Deputyship for Property and Financial Affairs
- Setup and Authority:
- Applied for when the individual has already lost mental capacity and did not set up an LPA in advance.
- A family member, friend, or professional must apply to the Court of Protection to be appointed as a deputy.
- The court supervises the deputy and sets out their responsibilities and limits.
- Decision-Specific Example:
- Managing Bank Accounts: Similar to an LPA, the deputy can manage the individual’s bank accounts, including paying bills and transferring money. However, they must often provide regular reports to the Court of Protection on these activities.
- Property Management: The deputy can handle property matters, but significant actions like selling a property may require specific approval from the Court of Protection. For instance, if the incapacitated person’s house needs to be sold to pay for care home fees, the deputy would need to obtain court approval before proceeding.

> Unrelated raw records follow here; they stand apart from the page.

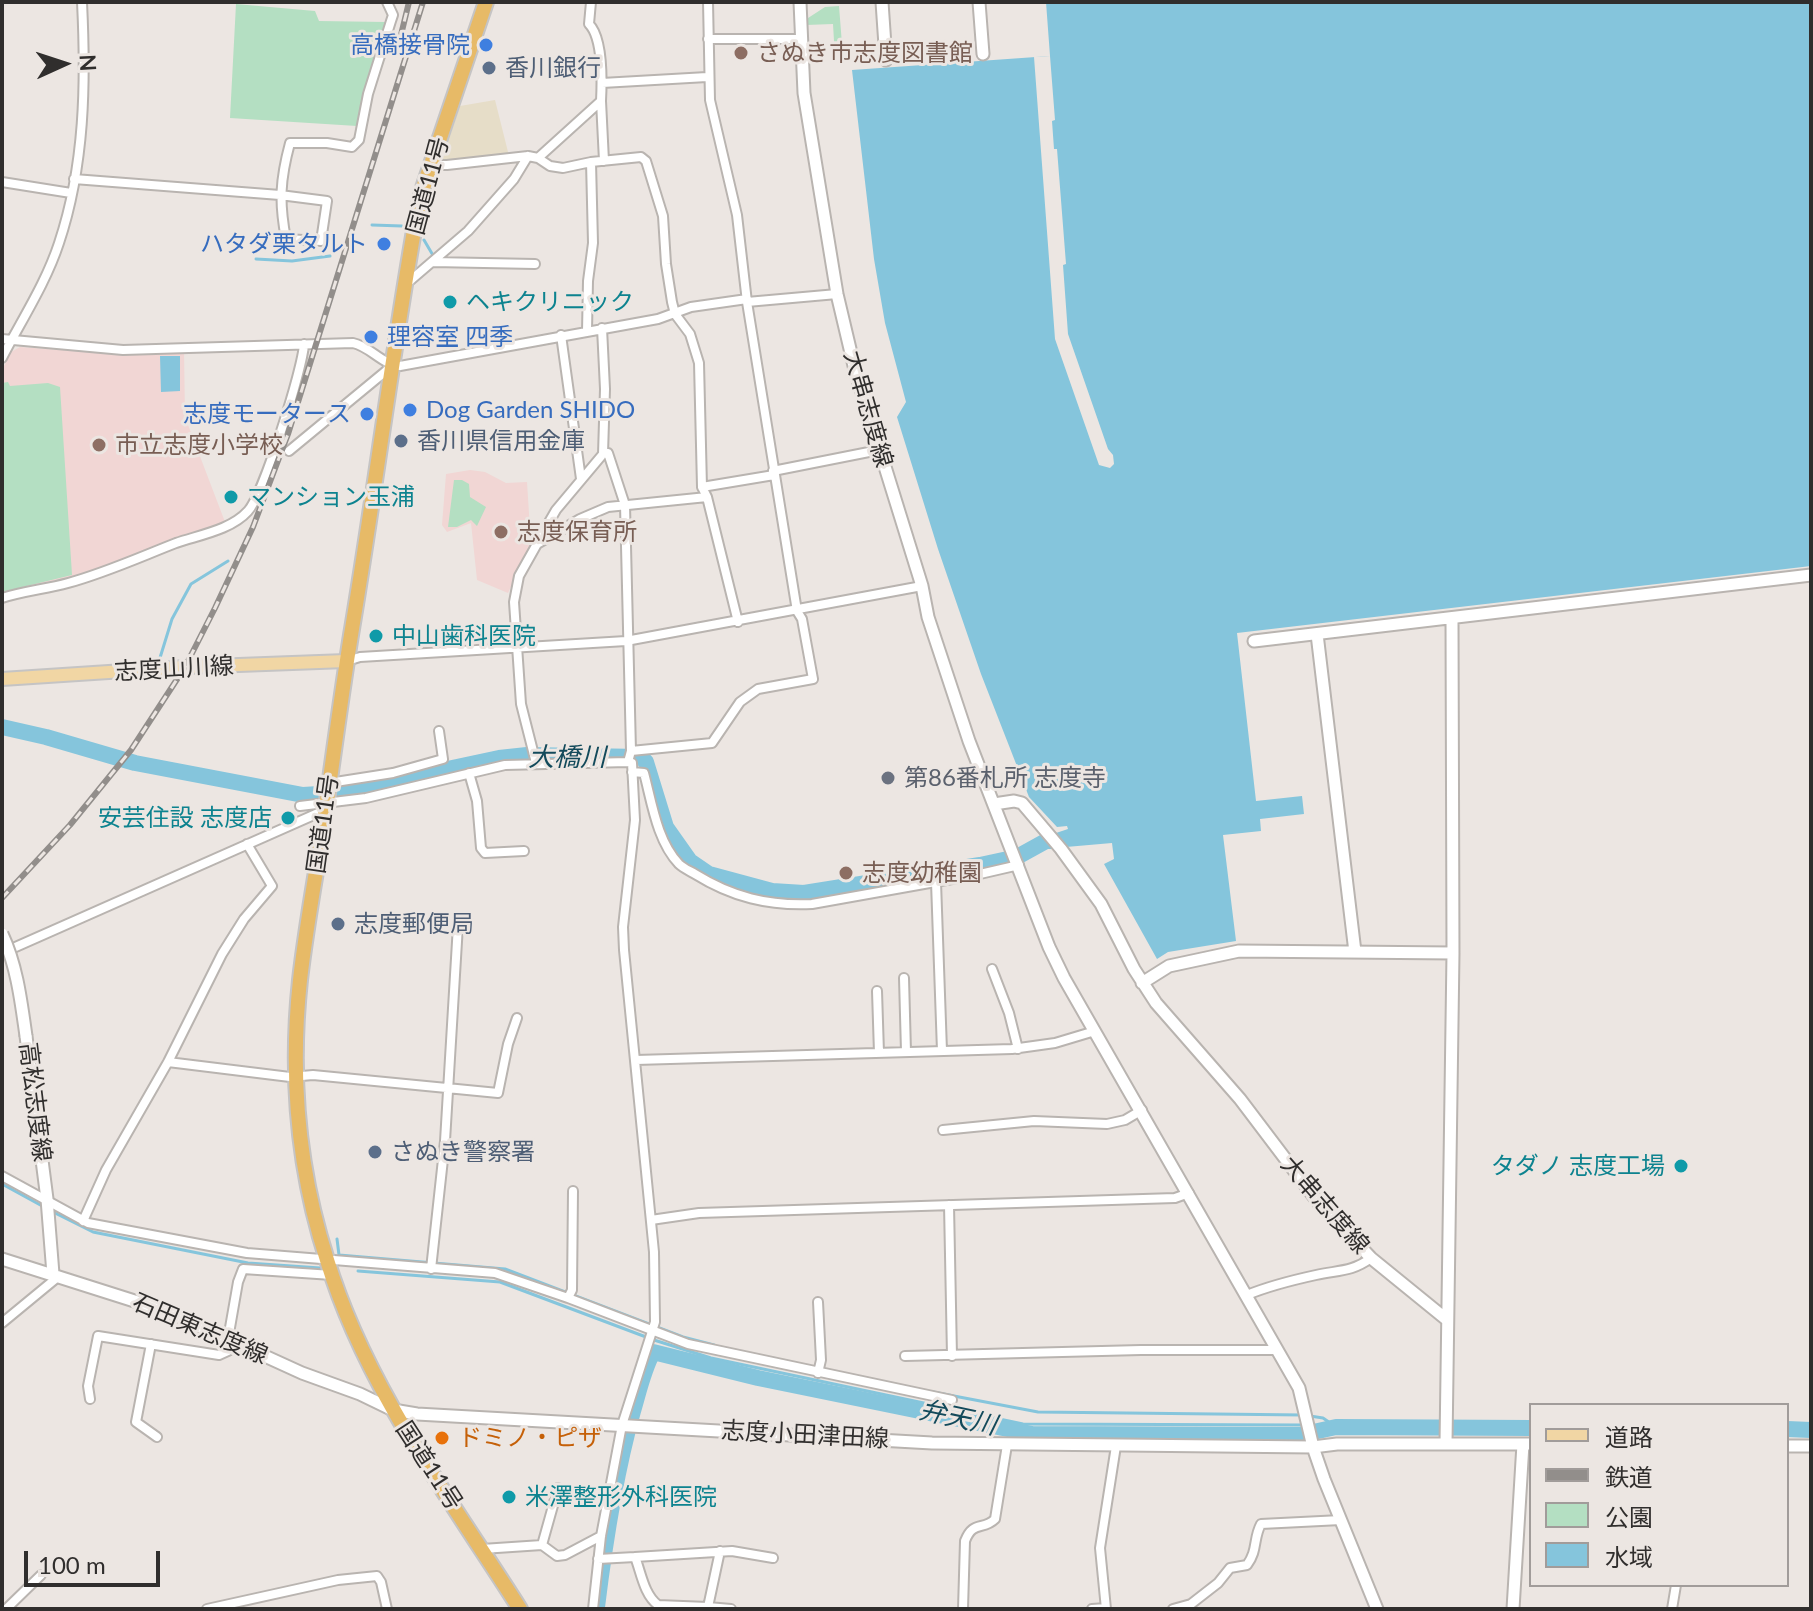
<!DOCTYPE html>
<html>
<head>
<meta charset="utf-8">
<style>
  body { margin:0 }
  #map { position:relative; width:1813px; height:1611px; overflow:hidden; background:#ece6e2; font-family:Lato,"Noto Sans JP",sans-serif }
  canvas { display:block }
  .frame { position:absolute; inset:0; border:4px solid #302e2d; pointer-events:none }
  .legend { position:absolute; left:1529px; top:1403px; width:260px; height:184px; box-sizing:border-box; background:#ece6e2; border:2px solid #a19c9a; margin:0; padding:10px 14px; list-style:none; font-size:24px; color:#302e2d }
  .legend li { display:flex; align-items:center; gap:16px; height:40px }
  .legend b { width:40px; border:2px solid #a19c9a }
  .north { position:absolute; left:24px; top:24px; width:80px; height:80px; -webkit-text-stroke:6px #ece6e2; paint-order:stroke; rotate:87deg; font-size:22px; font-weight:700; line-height:32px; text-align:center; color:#302e2d }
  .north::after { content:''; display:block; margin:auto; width:28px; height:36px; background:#302e2d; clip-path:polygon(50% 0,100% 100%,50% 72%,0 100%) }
  .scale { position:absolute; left:24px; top:1551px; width:136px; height:36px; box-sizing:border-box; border:4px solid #302e2d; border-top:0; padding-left:10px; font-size:24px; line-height:28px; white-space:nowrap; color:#302e2d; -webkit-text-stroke:6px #ece6e2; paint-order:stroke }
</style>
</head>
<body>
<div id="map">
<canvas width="1813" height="1611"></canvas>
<div class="frame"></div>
<ul class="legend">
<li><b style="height:10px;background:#f1d6a4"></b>道路</li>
<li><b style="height:10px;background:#928e8b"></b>鉄道</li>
<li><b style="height:22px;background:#b4dfc2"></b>公園</li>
<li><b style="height:22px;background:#85c5dc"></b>水域</li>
</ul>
<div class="north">N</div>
<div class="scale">100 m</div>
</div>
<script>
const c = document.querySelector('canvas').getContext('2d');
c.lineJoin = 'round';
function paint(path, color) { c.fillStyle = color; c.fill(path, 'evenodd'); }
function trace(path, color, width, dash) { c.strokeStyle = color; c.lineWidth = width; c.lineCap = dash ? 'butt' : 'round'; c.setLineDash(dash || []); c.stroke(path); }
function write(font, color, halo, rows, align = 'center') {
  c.font = font + ' Lato,"Noto Sans JP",sans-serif'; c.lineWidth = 6; c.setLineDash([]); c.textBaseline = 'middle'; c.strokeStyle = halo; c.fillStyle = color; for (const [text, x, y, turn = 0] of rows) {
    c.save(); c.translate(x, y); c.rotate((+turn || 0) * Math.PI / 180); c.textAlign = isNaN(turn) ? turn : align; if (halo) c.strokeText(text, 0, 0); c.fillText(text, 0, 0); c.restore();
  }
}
paint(new Path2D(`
  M495,100l14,56 -68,6 19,-56z`), '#e6ddc8');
paint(new Path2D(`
  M20,347l70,5 94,-3 1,68 40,105 -151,56 -72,16v-224l9,-18z
  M470,470l15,2 21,11 21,-1 4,63 -23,48 -31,-13 -6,-57 -24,9 -5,-7 4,-51z`), '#f1d6d4');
paint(new Path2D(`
  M236,4l79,7 4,10 67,1 -22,69 -7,35 -127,-8z
  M839,6l4,51 -8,1 -2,-34 -27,1 -1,-5 20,-13z
  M8,382l2,4 38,-3 12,4 12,188 -70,17v-209z
  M454,480h8l7,4 1,13 16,10 -9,19 -6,-6 -14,7h-9z`), '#b4dfc2');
paint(new Path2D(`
  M1046,2h765v564l-574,67 19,168 46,-5 2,18 -44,5 1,12 -38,4 13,106 -68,11 -11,7 -53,-95 10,-5 -2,-16 -46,4 -10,-14 12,-4 -1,-3 -10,1 -28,-30 -48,-123 -43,-125 -41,-132 9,-15 -21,-79 -11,-64 -22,-189 198,-14z
  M160,356h20v35l-19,1z`), '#85c5dc');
paint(new Path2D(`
  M1050,56l5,64 -3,1 2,28h3l9,115 -3,1 5,69 40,115 5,6 1,9 -4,4 -11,-3 -44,-126 -21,-282z`), '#ece6e2');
trace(new Path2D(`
  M372,225l30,1
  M424,240l10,17
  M256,259l36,2 38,-5
  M159,661l13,-42 19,-35 37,-23
  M2,1184l42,23
  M51,1211l42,21 155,31 72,5
  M337,1239l2,16 166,14 178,68 31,8
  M358,1271l142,11 154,58 57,18 312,66 281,1
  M933,1392l105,20 265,3
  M1310,1416l13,2 13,9
  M1311,1425l21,2`), '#85c5dc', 3);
trace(new Path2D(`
  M2,727l44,10 89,26 168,32 32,-2 164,-35 28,-3 114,2 5,5 20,65 24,34 19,13 63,17 32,2 176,-28 37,-8 29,-16h16
  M1787,1429l24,1
  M597,1607c8,-66 18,-132 36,-196 6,-20 10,-40 20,-59l105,26 274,56 268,1 36,-8 195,1`), '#85c5dc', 16);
const street = new Path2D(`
  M708,39h93
  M602,83l105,-6
  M601,101l3,60
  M538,158l63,-57c1,-19 2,-63 -12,-77l2,-22
  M431,165h16l81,-9 10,2 12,8 13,2 28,-6 50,-5 5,4 17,55 3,48 6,38 3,12 15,20 9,29 3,124 5,10 -99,10 -28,12 -43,25 -18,32 -5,26 7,102 15,59
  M74,179l206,16 47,6 -6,40 -35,-2c-7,-37 -6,-59 4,-96h37l25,4 7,-7 9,-46 23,-73 2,-6 -6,-13
  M2,182l69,11
  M433,262l102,2
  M405,285l63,-54 46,-52 14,-23
  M747,302l90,-8
  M587,331l1,-50 5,-38 -2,-81
  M561,335l20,144
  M2,339l121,11 230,-7c18,4 28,21 47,23l258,-47 33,-12 56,-8
  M2,358c19,-37 44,-75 57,-115 26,-78 27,-160 23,-241
  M289,451l103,-85
  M773,471l106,-21
  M702,487l72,-12
  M707,497l31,125
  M537,543l19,-33 47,-56
  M2,598c22,-7 44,-9 66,-15 37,-10 72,-26 108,-40 23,-8 55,-13 72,-32 15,-16 55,-143 56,-167
  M347,661l13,-4 266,-16 296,-55
  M631,751l81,-8 28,-41 18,-13 55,-10 -11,-60 -5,-8 -50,-309 -10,-87 -27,-115 -2,-98
  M632,772l12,1c8,30 13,68 35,91 4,4 11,7 16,10 37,23 73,32 117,30l168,-30 39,-9
  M469,773l8,28 4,47 4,5 39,-2
  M329,783l64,-10 50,-14 -4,-28
  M300,806l66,-8 139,-33 123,-3
  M936,882l6,169
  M2,953l323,-143
  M992,969l17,44 9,36
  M904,978l2,74
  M877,991l2,62
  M636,1060l376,-11 43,-6 40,-12
  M168,1062l122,15 23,-2 185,18 10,-49 9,-26
  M943,1130l91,-9 73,3 18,-4 17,-10
  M2,1176l86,47 159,30 248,20 73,25 120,46 264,56
  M949,1205l3,151
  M651,1220l48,-7 476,-15 14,-5
  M83,1221l23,-51 62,-108 54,-108 22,-35 28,-33 -25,-42
  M431,1269l14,-128 13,-216
  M1247,1295c22,-9 46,-15 69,-20 23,-5 36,-3 55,-17
  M568,1298l4,-8 1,-99
  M2,1323l57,-47
  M228,1339l10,-57 5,-13 89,6
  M151,1344l-15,78 21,15
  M905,1356l236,-6h137
  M818,1373l3,-13 -3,-58
  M90,1399l-2,-13 10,-50 121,19 22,-10
  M542,1545l15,11 8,-1 36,-19
  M482,1549l60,-4 16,-57
  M720,1551l-12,56 23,2
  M635,1557l97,-6 41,7
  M598,1559l37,-2c6,15 9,38 23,48l50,2
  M6,1609l35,-34
  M207,1609l131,-29 39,-4 4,6 6,27
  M593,1609l8,-73 21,-111 33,-103 -1,-70 -30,-302 -1,-23 12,-107 -3,-57 -4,-1 3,-11 -6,-246 -17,-52 -5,1 2,-65 -3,-61
  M963,1609l2,-68c8,-21 18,-10 30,-22l12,-74
  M1092,1609l14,-1
  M1106,1609l-6,-61 16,-102
  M1173,1609l18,-5 27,-21 12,-15 17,-3c11,-15 6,-26 14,-41l80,-4
  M1672,1609l4,-24`);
const secondary = new Path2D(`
  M800,2l4,91 33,201 18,76 67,216 6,31 41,124 80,206 15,31 235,410 14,59 11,32 53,130
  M882,2l4,58
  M979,2l4,52
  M1317,634l38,318
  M1254,641l557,-66
  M994,804l20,-3 8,2 39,46 40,55 33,65 22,34 84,96 78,103 53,56 75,61
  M1142,983l27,-17 70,-15 214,2
  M26,1036l21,163 6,75
  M2,1259l164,52 136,62 58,21 33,16 24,4 515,29 381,4 24,-3h194
  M1446,1443l7,-490 -1,-335
  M1787,1446h24
  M1513,1609l10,-165`);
const primary = new Path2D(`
  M2,679l183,-12 161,-6`);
const highway = new Path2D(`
  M486,2l-65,192 -6,31c-24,136 -41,273 -64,410 -10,62 -18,124 -27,187 -8,52 -18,105 -24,158 -10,94 -2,190 27,280 39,128 122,237 193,349`);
trace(street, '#b9b4b0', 12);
trace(secondary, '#b9b4b0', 15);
trace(primary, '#c5c4c4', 16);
trace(highway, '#c5c4c4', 18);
trace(street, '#fff', 8);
trace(secondary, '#fff', 11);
trace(primary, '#f1d6a4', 12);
trace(highway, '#e7ba67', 14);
const rail = new Path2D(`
  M400,39l9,-37
  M2,898l68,-73 61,-75 54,-83 30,-59 38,-81 35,-93 135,-432`);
trace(rail, '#928e8b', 6);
trace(rail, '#ece6e2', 3, [9]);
const secondaryBridge = new Path2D(`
  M2,934c15,32 19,67 24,102`);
trace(secondaryBridge, '#b9b4b0', 15, []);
trace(secondaryBridge, '#fff', 11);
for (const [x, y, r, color] of [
  [486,45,8,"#3f7fe0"],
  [741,53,8,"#8d6e63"],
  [489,68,8,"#5c6f8a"],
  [384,244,8,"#3f7fe0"],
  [450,302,8,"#0f9aa8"],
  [371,337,8,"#3f7fe0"],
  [410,410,8,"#3f7fe0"],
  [367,414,8,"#3f7fe0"],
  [401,441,8,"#5c6f8a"],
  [99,445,8,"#8d6e63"],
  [231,497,8,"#0f9aa8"],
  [501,532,8,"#8d6e63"],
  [376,636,8,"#0f9aa8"],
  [888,778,8,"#6b7280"],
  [288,818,8,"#0f9aa8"],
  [846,873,8,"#8d6e63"],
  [338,924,8,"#5c6f8a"],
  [375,1152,8,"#5c6f8a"],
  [1681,1166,8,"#0f9aa8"],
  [442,1438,8,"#e8710a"],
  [509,1497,8,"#0f9aa8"]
]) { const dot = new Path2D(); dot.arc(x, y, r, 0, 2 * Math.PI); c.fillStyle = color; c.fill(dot); trace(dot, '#ece6e2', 3); }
write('24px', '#366cbe', '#ece6e2', [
  ["高橋接骨院",470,45],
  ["ハタダ栗タルト",368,244],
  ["理容室 四季",387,337,"left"],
  ["Dog Garden SHIDO",426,410,"left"],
  ["志度モータース",351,414]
], 'right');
write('24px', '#785e54', '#ece6e2', [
  ["さぬき市志度図書館",757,53],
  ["市立志度小学校",115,445],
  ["志度保育所",517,532],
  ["志度幼稚園",862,873]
], 'left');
write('24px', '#4e5e75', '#ece6e2', [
  ["香川銀行",505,68],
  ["香川県信用金庫",417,441],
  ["志度郵便局",354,924],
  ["さぬき警察署",391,1152]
], 'left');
write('24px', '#302e2d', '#ece6e2', [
  ["国道11号",428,186,-75],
  ["大串志度線",868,409,74],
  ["志度山川線",174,669,-3],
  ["国道11号",323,824,-82],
  ["高松志度線",35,1102,83],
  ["大串志度線",1325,1205,49],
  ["石田東志度線",200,1329,23],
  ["志度小田津田線",805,1435,3],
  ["国道11号",429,1466,57]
]);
write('24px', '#0d838f', '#ece6e2', [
  ["ヘキクリニック",466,302],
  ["マンション玉浦",247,497],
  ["中山歯科医院",392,636],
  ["安芸住設 志度店",272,818,"right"],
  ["タダノ 志度工場",1665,1166,"right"],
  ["米澤整形外科医院",525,1497]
], 'left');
write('24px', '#5b616d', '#ece6e2', [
  ["第86番札所 志度寺",904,778]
], 'left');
write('24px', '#c56008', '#ece6e2', [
  ["ドミノ・ピザ",458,1438]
], 'left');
write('italic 26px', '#134a5b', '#ece6e2', [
  ["大橋川",567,758],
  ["弁天川",958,1418,12]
]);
</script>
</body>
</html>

- Investment Decisions: The deputy can manage investments, but they might need to adhere to specific court guidelines and may need court approval for certain types of investments, ensuring decisions are in the best interests of the incapacitated person.
Key Differences
- Proactive vs. Reactive: An LPA is proactive, set up by the individual before they lose capacity. Deputyship is reactive, applied for after capacity is lost.
- Court Involvement: LPA involves minimal court involvement, whereas deputyship requires application to and oversight by the Court of Protection.
- Control and Choice: With an LPA, the individual chooses their attorney(s). With deputyship, the court decides who the deputy will be.
- Speed and Complexity: Setting up an LPA is usually quicker and simpler than obtaining a deputyship, which can be a lengthy and complex process.
- Reporting and Supervision: Deputies generally have stricter reporting requirements and closer supervision by the court compared to attorneys under an LPA.
Decision-Specific Comparisons
- Selling Property:
- LPA: The attorney can sell the property relatively straightforwardly, following the donor’s best interests and possibly without court approval.
- Deputyship: The deputy may need to seek court approval to sell property, adding time and complexity to the process.
- Paying for Care:
- LPA: The attorney can arrange and pay for the donor’s care needs, such as hiring carers or paying care home fees, based on the donor’s financial situation.
- Deputyship: The deputy can also arrange and pay for care but may need to provide detailed reports and justifications to the court for these expenses.
In summary, while both an LPA for Property and Financial Affairs and a Deputyship allow for management of an individual’s financial matters, an LPA offers more flexibility and is generally quicker to implement, whereas deputyship involves more court oversight and can be more complex and time-consuming to establish.